Data block:
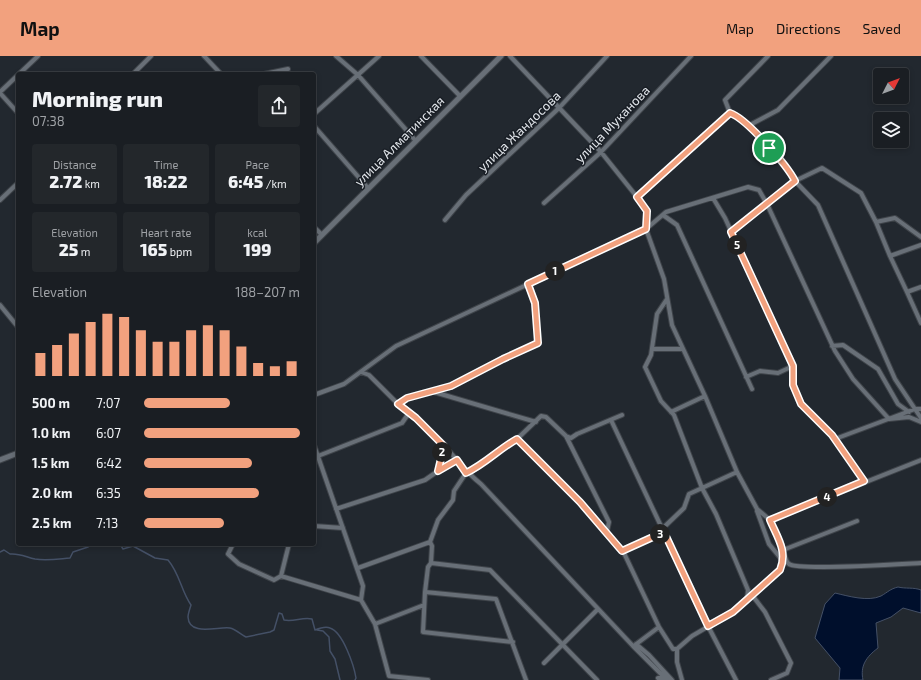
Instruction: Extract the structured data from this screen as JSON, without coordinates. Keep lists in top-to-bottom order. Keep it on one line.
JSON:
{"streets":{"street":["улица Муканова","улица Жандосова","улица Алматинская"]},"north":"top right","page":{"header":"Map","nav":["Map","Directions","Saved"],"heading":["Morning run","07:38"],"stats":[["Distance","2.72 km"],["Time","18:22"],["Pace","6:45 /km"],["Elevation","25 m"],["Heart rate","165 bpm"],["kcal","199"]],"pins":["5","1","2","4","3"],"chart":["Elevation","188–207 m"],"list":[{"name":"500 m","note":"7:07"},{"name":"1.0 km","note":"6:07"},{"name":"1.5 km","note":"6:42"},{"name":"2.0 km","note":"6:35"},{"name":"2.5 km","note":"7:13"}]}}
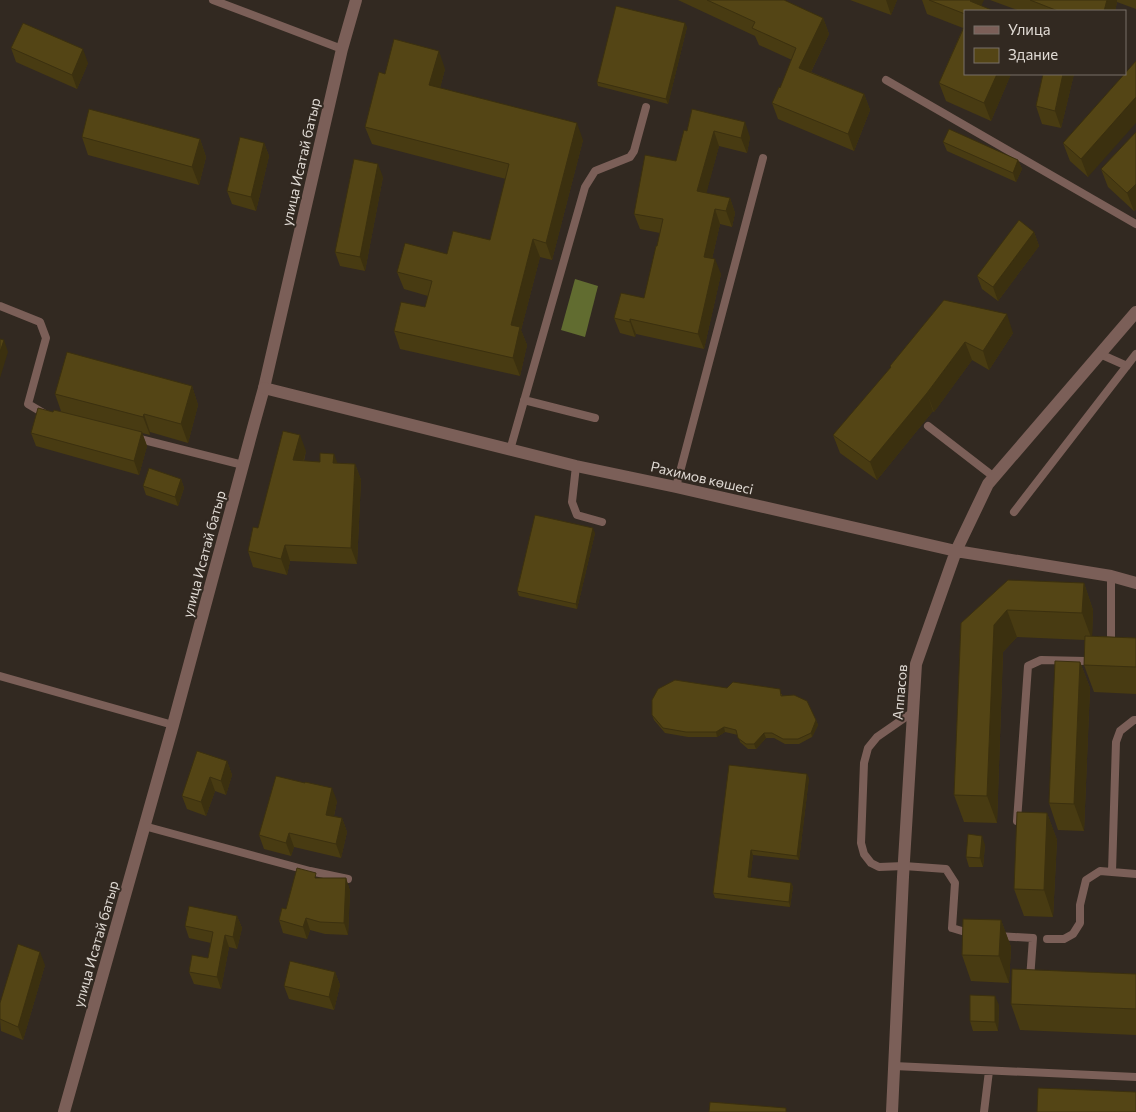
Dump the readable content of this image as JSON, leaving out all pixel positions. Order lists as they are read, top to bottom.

Task to carry out:
Scan the listing above. Collect all lines with the word "bottom".

Solution for this exercise:
Instruction: Extract the structured data from this screen as JSON, without coordinates. Keep lists in top-to-bottom order. Keep it on one line.
Dump the readable content of this image as JSON, leaving out all pixel positions. Order lists as they are read, top to bottom.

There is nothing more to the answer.